### REQUIRED WORK
From top to bottom, write out the listing exactly and skip every picture.

### STORED DATA
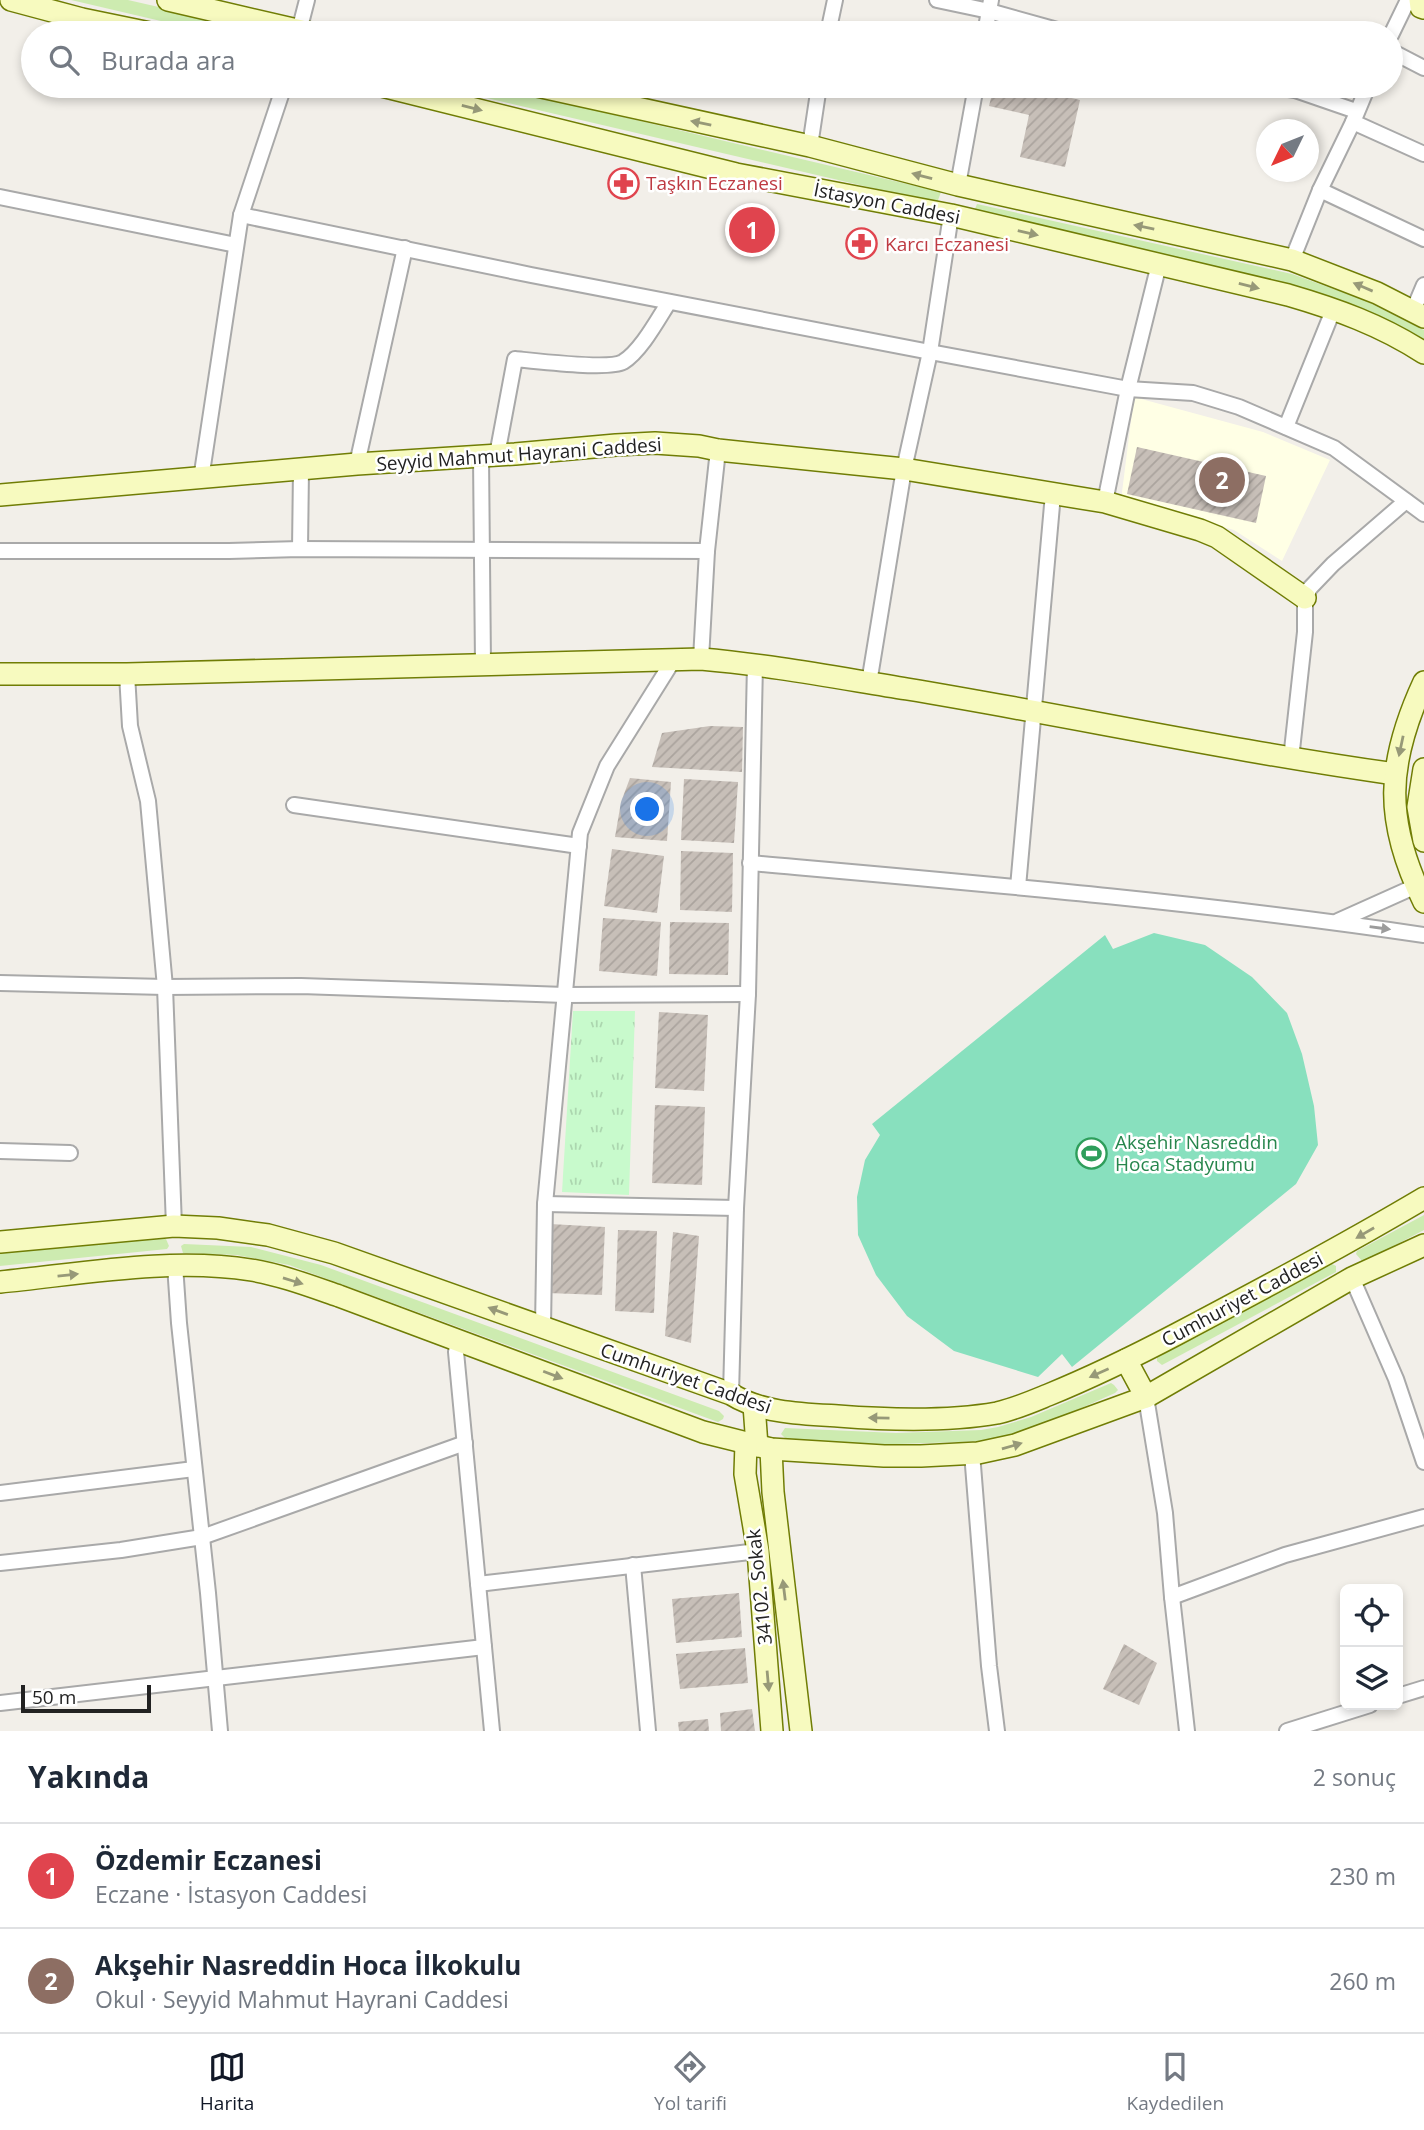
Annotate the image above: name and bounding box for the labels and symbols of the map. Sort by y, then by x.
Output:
one-way arrow [461,103,483,114]
one-way arrow [690,117,712,128]
north arrow [1256,119,1319,182]
pharmacy icon: Taşkın Eczanesi [606,166,640,200]
place label: Taşkın Eczanesi [646,170,783,196]
one-way arrow [911,170,933,181]
street label: İstasyon Caddesi [812,176,962,230]
pin: 1 [729,204,775,256]
one-way arrow [1133,221,1155,232]
pharmacy icon: Karcı Eczanesi [845,227,879,261]
one-way arrow [1017,228,1039,239]
place label: Karcı Eczanesi [885,231,1009,257]
one-way arrow [1239,281,1261,292]
one-way arrow [1353,281,1373,293]
street label: Seyyid Mahmut Hayrani Caddesi [376,431,662,477]
pin: 2 [1199,454,1245,506]
one-way arrow [1395,735,1406,757]
your location [630,792,664,826]
one-way arrow [1369,923,1391,934]
place label: Akşehir Nasreddin Hoca Stadyumu [1115,1129,1278,1177]
sports icon: Akşehir Nasreddin Hoca Stadyumu [1075,1136,1109,1170]
one-way arrow [1356,1227,1375,1239]
street label: Cumhuriyet Caddesi [1157,1245,1327,1353]
one-way arrow [57,1269,79,1280]
one-way arrow [283,1276,304,1286]
one-way arrow [488,1305,509,1316]
street label: Cumhuriyet Caddesi [597,1337,775,1419]
one-way arrow [1089,1367,1109,1379]
one-way arrow [543,1370,564,1381]
one-way arrow [868,1412,890,1424]
one-way arrow [1002,1440,1023,1450]
street label: 34102. Sokak [740,1528,778,1646]
one-way arrow [779,1579,790,1601]
one-way arrow [763,1670,774,1692]
scale bar [21,1682,150,1714]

### SOLUTION TO THIS EXERCISE
Annotate the image above: name and bounding box for the labels and symbols of the map. Sort by y, then by x.
Output:
one-way arrow [461,103,483,114]
one-way arrow [690,117,712,128]
north arrow [1256,119,1319,182]
pharmacy icon: Taşkın Eczanesi [606,166,640,200]
place label: Taşkın Eczanesi [646,170,783,196]
one-way arrow [911,170,933,181]
street label: İstasyon Caddesi [812,176,962,230]
pin: 1 [729,204,775,256]
one-way arrow [1133,221,1155,232]
pharmacy icon: Karcı Eczanesi [845,227,879,261]
one-way arrow [1017,228,1039,239]
place label: Karcı Eczanesi [885,231,1009,257]
one-way arrow [1239,281,1261,292]
one-way arrow [1353,281,1373,293]
street label: Seyyid Mahmut Hayrani Caddesi [376,431,662,477]
pin: 2 [1199,454,1245,506]
one-way arrow [1395,735,1406,757]
your location [630,792,664,826]
one-way arrow [1369,923,1391,934]
place label: Akşehir Nasreddin Hoca Stadyumu [1115,1129,1278,1177]
sports icon: Akşehir Nasreddin Hoca Stadyumu [1075,1136,1109,1170]
one-way arrow [1356,1227,1375,1239]
street label: Cumhuriyet Caddesi [1157,1245,1327,1353]
one-way arrow [57,1269,79,1280]
one-way arrow [283,1276,304,1286]
one-way arrow [488,1305,509,1316]
street label: Cumhuriyet Caddesi [597,1337,775,1419]
one-way arrow [1089,1367,1109,1379]
one-way arrow [543,1370,564,1381]
one-way arrow [868,1412,890,1424]
one-way arrow [1002,1440,1023,1450]
street label: 34102. Sokak [740,1528,778,1646]
one-way arrow [779,1579,790,1601]
one-way arrow [763,1670,774,1692]
scale bar [21,1682,150,1714]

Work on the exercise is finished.